[ENTRIES PROVIDED Boundary: Start]

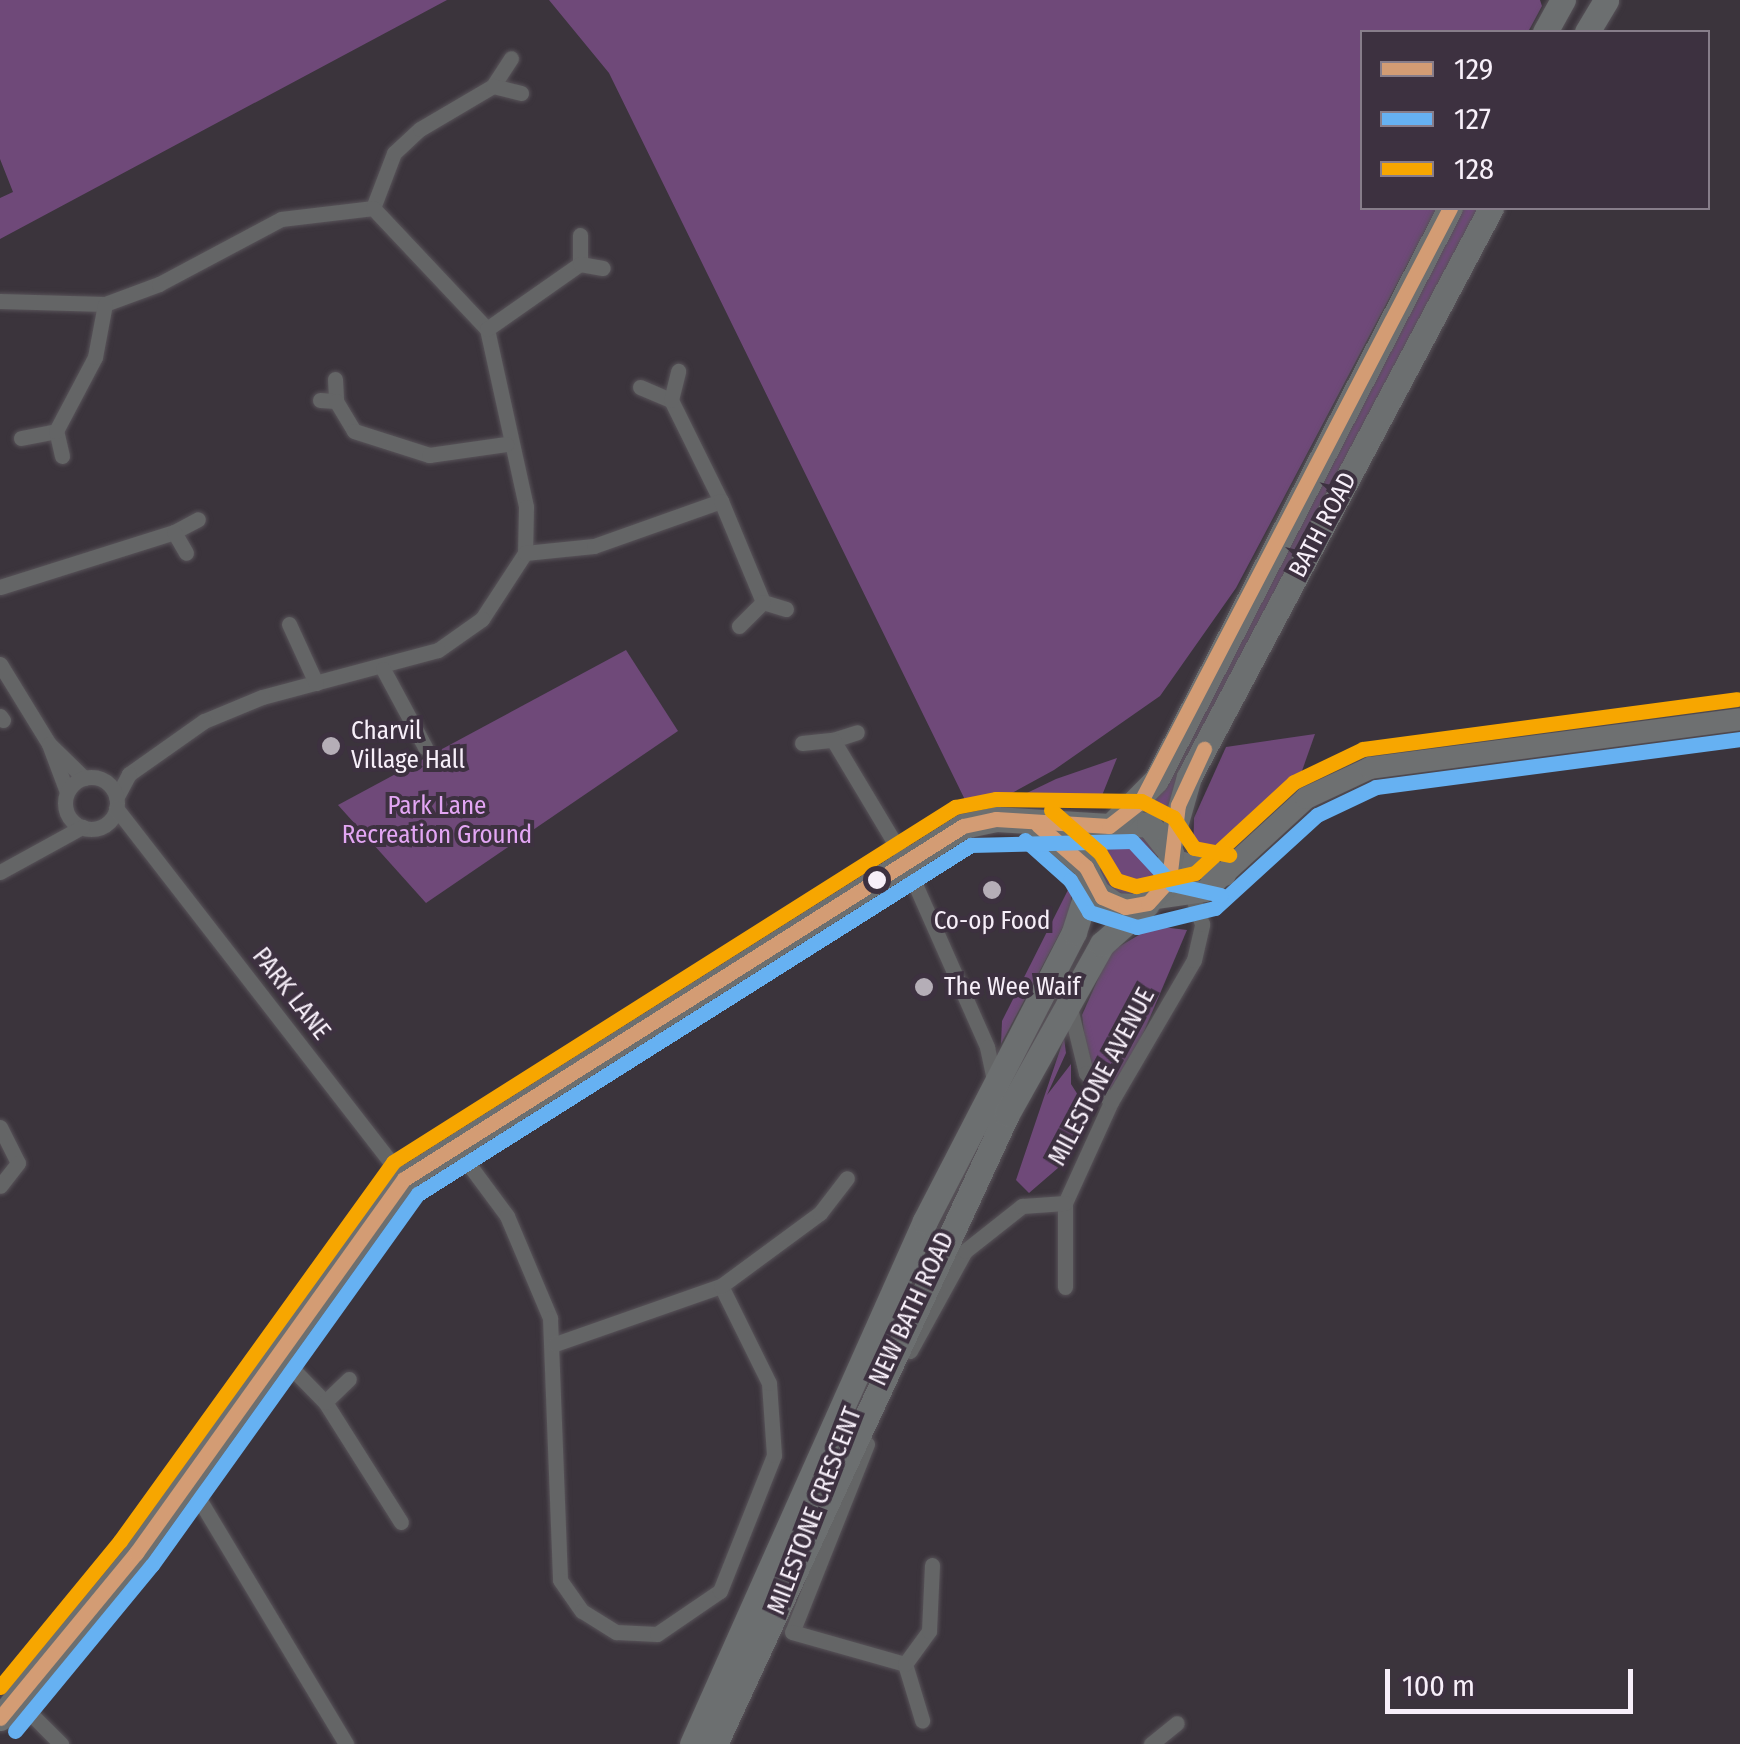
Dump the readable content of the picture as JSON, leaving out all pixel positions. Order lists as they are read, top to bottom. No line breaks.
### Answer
{"streets":{"main road":["BATH ROAD","NEW BATH ROAD"],"street":["PARK LANE","MILESTONE AVENUE","MILESTONE CRESCENT"]},"crossings":[["BATH ROAD","NEW BATH ROAD"],["MILESTONE AVENUE","MILESTONE CRESCENT"]],"parks":["Park Lane Recreation Ground"],"places":["Charvil Village Hall","Co-op Food","The Wee Waif"],"lines":["transit line 129","transit line 128","transit line 127"],"legend":["129","127","128"],"scale_bar":"100 m"}
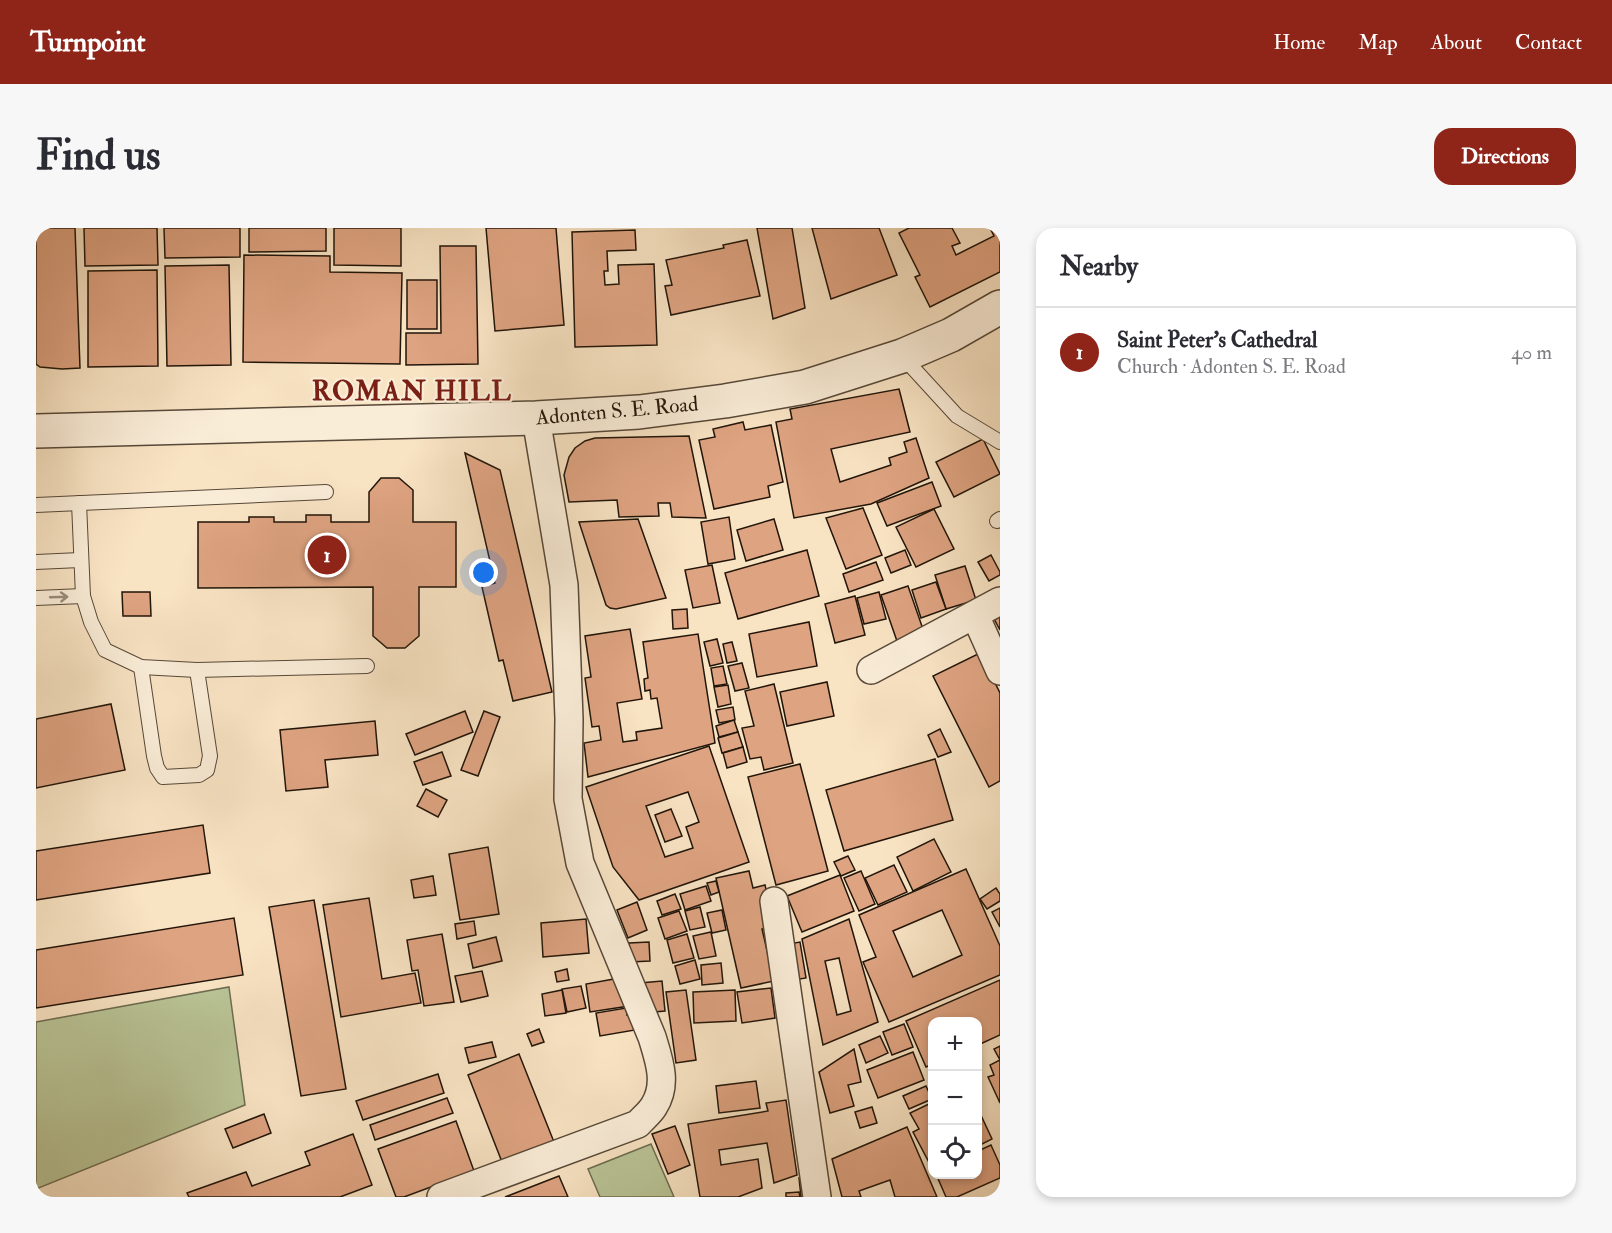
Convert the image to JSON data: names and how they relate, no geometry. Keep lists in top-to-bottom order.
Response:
{
  "streets": {
    "street": ["Adonten S. E. Road"]
  },
  "districts": ["ROMAN HILL"],
  "page": {
    "header": "Turnpoint",
    "nav": [
      "Home",
      "Map",
      "About",
      "Contact"
    ],
    "buttons": "Directions",
    "title": "Find us",
    "heading": "Nearby",
    "list": [
      {
        "mark": "1",
        "name": "Saint Peter's Cathedral",
        "note": "Church · Adonten S. E. Road",
        "value": "40 m"
      }
    ],
    "pins": "1",
    "map_buttons": ["+", "−"]
  }
}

[ENTRIES PROVIDED Boundary: End]

The word "JSON" appears in some of the lines above. Copy those lines.

_OUTPUT BELOW:_
Dump the readable content of the picture as JSON, leaving out all pixel positions. Order lists as they are read, top to bottom. No line breaks.
Convert the image to JSON data: names and how they relate, no geometry. Keep lists in top-to-bottom order.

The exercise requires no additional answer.